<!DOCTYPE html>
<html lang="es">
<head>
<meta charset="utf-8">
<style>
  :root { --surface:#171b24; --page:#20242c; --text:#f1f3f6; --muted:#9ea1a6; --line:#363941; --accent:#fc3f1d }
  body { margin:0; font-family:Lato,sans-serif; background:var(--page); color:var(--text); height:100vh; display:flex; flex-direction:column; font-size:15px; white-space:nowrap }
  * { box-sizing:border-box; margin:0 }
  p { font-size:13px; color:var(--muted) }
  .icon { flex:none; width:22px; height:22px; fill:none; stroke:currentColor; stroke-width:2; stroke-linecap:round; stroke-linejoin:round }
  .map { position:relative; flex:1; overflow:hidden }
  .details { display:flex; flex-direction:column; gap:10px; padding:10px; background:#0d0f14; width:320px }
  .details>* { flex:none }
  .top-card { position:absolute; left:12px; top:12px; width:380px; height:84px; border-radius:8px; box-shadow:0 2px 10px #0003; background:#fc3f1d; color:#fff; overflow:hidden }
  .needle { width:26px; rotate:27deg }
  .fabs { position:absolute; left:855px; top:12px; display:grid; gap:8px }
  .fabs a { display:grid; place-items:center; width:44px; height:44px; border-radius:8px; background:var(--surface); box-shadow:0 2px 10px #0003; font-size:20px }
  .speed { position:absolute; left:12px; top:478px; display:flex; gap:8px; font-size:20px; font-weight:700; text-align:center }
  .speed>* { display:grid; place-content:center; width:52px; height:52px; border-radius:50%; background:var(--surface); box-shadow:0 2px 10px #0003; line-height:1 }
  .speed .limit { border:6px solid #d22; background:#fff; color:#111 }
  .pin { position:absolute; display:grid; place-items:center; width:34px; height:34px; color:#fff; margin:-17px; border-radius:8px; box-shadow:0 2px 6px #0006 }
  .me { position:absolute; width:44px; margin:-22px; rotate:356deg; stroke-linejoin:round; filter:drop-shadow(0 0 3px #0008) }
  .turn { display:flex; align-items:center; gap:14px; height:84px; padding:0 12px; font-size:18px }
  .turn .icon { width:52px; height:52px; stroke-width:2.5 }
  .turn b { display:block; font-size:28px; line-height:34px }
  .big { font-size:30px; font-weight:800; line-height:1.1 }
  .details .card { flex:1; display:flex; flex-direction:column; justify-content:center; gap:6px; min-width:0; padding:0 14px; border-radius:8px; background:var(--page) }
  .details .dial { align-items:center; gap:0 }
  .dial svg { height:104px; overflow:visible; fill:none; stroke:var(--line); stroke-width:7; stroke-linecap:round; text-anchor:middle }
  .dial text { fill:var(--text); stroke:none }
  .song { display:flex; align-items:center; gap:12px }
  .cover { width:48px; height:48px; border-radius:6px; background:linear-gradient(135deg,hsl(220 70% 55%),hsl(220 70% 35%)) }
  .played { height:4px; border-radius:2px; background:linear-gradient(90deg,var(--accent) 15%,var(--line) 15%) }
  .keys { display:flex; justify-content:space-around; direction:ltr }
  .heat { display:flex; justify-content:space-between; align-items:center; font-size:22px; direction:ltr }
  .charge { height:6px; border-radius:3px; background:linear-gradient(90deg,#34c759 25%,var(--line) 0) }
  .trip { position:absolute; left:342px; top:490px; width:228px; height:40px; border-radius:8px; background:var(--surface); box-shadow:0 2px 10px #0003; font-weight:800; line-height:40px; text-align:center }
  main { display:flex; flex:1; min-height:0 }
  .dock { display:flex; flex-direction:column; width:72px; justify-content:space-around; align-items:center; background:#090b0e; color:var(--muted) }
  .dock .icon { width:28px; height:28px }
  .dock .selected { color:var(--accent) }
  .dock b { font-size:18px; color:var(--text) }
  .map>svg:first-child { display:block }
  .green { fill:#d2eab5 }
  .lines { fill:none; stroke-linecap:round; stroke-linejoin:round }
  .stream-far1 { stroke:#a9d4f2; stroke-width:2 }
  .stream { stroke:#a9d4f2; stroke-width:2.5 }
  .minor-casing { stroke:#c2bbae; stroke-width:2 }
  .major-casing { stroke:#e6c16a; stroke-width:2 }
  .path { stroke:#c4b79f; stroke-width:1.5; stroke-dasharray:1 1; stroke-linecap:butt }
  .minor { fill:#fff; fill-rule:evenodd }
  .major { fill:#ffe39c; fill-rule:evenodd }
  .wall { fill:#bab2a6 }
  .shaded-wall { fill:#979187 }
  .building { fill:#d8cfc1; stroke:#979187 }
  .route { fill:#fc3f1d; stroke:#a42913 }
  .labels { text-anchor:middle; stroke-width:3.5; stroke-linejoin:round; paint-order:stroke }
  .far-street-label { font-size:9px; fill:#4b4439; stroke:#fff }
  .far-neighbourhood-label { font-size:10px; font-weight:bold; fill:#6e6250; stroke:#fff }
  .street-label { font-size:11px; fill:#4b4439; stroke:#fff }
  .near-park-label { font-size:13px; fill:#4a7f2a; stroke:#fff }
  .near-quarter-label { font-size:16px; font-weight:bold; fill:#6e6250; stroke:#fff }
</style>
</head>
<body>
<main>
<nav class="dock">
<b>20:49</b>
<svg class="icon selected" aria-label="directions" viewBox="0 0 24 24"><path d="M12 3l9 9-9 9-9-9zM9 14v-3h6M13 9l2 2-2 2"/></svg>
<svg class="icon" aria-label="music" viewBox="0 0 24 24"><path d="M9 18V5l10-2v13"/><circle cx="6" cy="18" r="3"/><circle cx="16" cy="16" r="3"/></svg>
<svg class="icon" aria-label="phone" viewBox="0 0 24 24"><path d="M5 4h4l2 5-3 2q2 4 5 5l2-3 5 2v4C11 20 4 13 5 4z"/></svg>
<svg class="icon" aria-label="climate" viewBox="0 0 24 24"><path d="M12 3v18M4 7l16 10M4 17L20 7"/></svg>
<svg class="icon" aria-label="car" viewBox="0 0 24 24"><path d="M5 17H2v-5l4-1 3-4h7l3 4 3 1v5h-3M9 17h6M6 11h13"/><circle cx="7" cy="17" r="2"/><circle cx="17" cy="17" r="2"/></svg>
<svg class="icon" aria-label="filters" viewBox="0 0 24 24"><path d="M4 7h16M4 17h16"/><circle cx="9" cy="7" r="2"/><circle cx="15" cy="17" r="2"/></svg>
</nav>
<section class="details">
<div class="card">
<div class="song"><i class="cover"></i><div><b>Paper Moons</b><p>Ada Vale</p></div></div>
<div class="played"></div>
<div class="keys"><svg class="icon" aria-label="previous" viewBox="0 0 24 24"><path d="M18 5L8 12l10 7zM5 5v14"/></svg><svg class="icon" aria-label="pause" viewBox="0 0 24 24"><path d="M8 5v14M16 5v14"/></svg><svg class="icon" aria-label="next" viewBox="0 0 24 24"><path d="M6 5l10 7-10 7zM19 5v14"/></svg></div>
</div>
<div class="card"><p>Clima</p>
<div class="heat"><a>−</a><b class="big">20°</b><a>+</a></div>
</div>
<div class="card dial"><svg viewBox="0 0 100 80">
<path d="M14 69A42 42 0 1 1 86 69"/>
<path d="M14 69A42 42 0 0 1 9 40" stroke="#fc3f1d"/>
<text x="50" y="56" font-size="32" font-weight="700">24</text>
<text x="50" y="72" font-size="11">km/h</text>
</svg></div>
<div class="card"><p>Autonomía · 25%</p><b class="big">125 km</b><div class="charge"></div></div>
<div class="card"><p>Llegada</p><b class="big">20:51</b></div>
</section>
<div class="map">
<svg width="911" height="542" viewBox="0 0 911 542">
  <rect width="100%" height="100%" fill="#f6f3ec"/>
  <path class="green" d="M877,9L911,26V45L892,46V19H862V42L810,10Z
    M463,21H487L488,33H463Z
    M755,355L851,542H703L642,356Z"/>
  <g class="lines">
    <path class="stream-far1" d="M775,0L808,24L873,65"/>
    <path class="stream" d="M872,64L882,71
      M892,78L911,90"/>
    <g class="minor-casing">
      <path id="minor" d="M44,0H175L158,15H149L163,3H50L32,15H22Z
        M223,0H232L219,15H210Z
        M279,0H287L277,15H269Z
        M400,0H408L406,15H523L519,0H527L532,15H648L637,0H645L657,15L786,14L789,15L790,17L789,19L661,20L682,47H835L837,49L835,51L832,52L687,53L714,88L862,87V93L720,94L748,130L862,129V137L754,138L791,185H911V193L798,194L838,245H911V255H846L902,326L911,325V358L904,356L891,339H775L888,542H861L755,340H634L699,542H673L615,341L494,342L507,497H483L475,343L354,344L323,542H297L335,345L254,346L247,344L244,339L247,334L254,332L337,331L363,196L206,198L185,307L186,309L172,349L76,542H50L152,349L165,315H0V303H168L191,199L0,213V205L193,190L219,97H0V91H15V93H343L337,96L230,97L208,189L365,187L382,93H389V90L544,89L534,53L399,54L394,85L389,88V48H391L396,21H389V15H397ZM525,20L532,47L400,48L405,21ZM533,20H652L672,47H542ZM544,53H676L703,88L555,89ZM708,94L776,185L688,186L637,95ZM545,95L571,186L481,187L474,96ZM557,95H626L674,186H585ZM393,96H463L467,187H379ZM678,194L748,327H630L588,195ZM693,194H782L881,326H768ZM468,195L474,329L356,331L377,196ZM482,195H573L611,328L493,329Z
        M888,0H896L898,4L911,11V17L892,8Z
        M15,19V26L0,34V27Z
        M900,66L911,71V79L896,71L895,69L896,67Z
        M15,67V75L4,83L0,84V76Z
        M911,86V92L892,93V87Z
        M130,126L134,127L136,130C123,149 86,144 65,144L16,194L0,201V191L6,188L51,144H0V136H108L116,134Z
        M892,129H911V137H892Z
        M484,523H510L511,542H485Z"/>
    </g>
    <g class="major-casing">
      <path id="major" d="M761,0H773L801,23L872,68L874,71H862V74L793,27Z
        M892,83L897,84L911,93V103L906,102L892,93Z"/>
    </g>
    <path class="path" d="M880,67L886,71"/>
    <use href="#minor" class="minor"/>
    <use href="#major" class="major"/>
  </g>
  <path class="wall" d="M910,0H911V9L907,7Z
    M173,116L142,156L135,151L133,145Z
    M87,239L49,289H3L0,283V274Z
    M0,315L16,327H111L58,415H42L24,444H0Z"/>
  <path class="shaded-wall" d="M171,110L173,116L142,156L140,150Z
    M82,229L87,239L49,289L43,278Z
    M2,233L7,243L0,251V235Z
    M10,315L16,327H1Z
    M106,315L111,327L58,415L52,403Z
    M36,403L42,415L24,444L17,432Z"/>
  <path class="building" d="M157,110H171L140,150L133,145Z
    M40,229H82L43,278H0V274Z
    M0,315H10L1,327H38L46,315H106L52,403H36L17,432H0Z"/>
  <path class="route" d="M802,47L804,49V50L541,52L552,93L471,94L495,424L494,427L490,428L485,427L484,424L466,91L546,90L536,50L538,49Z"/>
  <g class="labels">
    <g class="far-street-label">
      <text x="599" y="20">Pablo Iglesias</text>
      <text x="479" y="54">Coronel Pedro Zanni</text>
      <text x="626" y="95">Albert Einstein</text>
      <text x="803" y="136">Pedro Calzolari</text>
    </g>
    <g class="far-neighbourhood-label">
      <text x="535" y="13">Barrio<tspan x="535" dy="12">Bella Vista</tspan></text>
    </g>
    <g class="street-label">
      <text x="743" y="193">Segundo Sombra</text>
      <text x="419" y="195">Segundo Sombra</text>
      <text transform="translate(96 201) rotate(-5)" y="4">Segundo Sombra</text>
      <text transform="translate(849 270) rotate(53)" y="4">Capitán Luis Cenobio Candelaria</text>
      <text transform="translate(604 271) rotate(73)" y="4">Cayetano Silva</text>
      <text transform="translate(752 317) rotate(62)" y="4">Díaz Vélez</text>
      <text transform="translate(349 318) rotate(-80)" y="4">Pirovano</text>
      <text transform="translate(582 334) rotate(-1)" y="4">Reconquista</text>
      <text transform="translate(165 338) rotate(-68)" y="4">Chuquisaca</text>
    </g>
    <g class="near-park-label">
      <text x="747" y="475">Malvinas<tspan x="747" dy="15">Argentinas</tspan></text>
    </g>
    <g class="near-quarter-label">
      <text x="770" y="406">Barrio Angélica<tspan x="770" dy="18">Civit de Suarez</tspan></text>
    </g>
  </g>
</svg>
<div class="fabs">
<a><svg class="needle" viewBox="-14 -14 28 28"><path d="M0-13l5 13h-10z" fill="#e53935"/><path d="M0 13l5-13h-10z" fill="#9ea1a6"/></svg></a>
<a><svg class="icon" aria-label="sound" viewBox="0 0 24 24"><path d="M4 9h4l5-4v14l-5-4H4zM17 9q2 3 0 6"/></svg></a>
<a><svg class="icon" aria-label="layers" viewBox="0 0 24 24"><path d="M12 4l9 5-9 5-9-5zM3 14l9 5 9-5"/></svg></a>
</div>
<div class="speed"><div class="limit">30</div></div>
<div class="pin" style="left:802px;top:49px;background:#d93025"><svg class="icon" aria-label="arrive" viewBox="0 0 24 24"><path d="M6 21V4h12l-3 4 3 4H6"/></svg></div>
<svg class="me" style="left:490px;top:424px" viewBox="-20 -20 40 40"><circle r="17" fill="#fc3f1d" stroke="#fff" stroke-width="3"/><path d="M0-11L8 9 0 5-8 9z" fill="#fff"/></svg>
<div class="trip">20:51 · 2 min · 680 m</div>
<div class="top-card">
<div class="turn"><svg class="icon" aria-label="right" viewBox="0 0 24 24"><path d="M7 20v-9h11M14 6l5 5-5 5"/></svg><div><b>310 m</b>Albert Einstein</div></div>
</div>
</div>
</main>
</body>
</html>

- **Problem details**
Which lines of the records above hold the word "heat"? Copy each of them.

- **Answer for the task**
  .heat { display:flex; justify-content:space-between; align-items:center; font-size:22px; direction:ltr }
<div class="heat"><a>−</a><b class="big">20°</b><a>+</a></div>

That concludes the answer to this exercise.